▸ **Assignment**: Output must match the data below exactly from its first line through the line that contains "filter:drop-shadow(0 0 2px", with no other line.

▸ **Provided data**:
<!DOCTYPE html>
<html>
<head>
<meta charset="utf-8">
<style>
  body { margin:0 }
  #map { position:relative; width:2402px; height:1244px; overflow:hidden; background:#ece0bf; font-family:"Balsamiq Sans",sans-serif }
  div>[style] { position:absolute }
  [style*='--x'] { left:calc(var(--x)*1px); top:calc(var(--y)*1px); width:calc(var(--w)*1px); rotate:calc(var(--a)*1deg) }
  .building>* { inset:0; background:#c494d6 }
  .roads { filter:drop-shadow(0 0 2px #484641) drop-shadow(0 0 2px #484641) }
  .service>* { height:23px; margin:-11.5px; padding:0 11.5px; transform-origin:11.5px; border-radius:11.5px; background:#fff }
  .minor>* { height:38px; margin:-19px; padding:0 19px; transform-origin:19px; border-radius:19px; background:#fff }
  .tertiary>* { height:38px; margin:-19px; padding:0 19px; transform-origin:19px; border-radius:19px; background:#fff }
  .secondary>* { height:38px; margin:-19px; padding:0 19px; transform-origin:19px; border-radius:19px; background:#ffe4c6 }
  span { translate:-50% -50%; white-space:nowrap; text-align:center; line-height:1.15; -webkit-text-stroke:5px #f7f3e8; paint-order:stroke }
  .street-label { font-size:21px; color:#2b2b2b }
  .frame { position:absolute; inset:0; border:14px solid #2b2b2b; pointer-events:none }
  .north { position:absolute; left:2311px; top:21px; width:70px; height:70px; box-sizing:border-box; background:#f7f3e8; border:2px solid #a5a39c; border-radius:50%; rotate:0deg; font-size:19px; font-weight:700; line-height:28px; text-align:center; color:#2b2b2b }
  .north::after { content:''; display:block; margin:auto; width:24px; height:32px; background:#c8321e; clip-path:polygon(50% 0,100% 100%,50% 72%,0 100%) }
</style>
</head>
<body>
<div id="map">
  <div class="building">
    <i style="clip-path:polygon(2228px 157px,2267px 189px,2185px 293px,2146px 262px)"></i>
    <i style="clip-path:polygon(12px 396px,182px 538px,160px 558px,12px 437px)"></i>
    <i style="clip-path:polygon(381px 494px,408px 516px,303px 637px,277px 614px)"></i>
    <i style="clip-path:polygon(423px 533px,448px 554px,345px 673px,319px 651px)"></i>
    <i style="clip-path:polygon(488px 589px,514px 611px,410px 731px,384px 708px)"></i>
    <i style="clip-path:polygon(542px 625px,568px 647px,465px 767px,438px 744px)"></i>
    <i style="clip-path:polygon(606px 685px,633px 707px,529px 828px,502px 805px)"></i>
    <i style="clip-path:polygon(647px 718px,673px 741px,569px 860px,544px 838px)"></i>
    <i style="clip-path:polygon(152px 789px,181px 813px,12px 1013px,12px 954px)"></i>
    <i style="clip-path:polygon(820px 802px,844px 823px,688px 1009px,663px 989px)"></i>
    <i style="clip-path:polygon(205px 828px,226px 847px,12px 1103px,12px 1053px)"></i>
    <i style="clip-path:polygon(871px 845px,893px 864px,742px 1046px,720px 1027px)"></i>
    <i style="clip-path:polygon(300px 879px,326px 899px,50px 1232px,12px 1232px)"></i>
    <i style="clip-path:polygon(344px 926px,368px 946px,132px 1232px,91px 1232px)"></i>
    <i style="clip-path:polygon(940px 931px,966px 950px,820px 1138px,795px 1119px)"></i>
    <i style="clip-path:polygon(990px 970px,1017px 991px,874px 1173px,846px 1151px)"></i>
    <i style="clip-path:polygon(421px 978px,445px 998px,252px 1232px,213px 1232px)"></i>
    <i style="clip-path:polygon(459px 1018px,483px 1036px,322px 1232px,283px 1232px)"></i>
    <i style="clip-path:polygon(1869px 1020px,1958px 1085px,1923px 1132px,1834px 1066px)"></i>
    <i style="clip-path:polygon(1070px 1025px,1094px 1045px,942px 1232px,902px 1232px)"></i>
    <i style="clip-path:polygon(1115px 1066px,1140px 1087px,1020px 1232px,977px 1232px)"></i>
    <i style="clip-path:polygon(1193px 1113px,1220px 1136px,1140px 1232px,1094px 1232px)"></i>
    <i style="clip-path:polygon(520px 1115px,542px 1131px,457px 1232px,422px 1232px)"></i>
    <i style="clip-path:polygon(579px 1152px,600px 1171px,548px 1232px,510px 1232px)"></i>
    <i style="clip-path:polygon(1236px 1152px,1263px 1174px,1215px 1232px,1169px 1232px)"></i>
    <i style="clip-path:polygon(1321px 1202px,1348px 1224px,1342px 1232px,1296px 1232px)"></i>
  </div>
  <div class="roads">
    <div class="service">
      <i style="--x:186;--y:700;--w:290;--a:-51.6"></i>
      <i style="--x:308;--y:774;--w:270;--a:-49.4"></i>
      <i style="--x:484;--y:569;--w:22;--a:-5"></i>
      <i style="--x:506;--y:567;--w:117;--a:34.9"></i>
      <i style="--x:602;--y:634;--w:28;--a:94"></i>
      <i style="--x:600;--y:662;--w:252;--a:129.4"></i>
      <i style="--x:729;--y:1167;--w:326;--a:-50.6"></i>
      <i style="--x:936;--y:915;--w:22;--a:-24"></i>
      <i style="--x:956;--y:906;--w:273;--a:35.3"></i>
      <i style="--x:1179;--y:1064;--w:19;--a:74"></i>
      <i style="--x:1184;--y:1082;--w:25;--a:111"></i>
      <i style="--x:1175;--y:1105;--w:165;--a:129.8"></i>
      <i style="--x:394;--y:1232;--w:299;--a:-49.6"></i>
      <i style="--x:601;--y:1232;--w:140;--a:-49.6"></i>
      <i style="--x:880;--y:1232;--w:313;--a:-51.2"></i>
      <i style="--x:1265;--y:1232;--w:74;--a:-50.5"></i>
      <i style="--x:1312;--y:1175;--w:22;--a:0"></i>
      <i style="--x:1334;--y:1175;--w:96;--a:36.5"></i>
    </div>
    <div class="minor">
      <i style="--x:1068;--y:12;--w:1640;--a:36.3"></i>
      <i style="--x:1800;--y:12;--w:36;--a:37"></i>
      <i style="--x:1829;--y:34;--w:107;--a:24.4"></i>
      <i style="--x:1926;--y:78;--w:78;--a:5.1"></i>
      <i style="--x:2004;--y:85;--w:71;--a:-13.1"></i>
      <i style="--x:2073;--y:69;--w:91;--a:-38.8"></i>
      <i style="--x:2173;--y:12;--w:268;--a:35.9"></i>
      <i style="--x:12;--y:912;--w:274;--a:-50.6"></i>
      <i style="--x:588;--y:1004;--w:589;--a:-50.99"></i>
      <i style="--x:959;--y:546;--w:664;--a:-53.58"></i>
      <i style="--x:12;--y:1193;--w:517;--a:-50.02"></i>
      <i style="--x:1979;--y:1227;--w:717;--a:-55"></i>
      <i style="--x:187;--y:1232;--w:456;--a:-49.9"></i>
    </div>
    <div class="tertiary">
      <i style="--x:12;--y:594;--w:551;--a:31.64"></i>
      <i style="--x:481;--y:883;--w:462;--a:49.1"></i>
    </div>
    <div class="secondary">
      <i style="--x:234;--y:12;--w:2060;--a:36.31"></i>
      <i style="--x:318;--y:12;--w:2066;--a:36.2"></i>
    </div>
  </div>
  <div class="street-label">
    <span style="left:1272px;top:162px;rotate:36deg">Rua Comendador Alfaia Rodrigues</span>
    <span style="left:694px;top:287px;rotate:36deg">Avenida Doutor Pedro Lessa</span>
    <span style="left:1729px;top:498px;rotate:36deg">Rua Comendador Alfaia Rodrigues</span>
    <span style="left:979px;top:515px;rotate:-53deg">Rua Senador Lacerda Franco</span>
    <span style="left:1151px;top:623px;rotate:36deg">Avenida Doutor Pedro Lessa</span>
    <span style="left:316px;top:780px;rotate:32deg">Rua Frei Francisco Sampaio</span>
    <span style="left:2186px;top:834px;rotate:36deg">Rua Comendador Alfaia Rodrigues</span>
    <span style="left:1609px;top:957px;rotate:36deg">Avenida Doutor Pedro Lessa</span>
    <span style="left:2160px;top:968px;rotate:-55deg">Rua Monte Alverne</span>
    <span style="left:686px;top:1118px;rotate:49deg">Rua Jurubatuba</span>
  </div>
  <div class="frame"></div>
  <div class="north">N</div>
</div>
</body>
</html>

▸ **Answer**:
<!DOCTYPE html>
<html>
<head>
<meta charset="utf-8">
<style>
  body { margin:0 }
  #map { position:relative; width:2402px; height:1244px; overflow:hidden; background:#ece0bf; font-family:"Balsamiq Sans",sans-serif }
  div>[style] { position:absolute }
  [style*='--x'] { left:calc(var(--x)*1px); top:calc(var(--y)*1px); width:calc(var(--w)*1px); rotate:calc(var(--a)*1deg) }
  .building>* { inset:0; background:#c494d6 }
  .roads { filter:drop-shadow(0 0 2px #484641) drop-shadow(0 0 2px #484641) }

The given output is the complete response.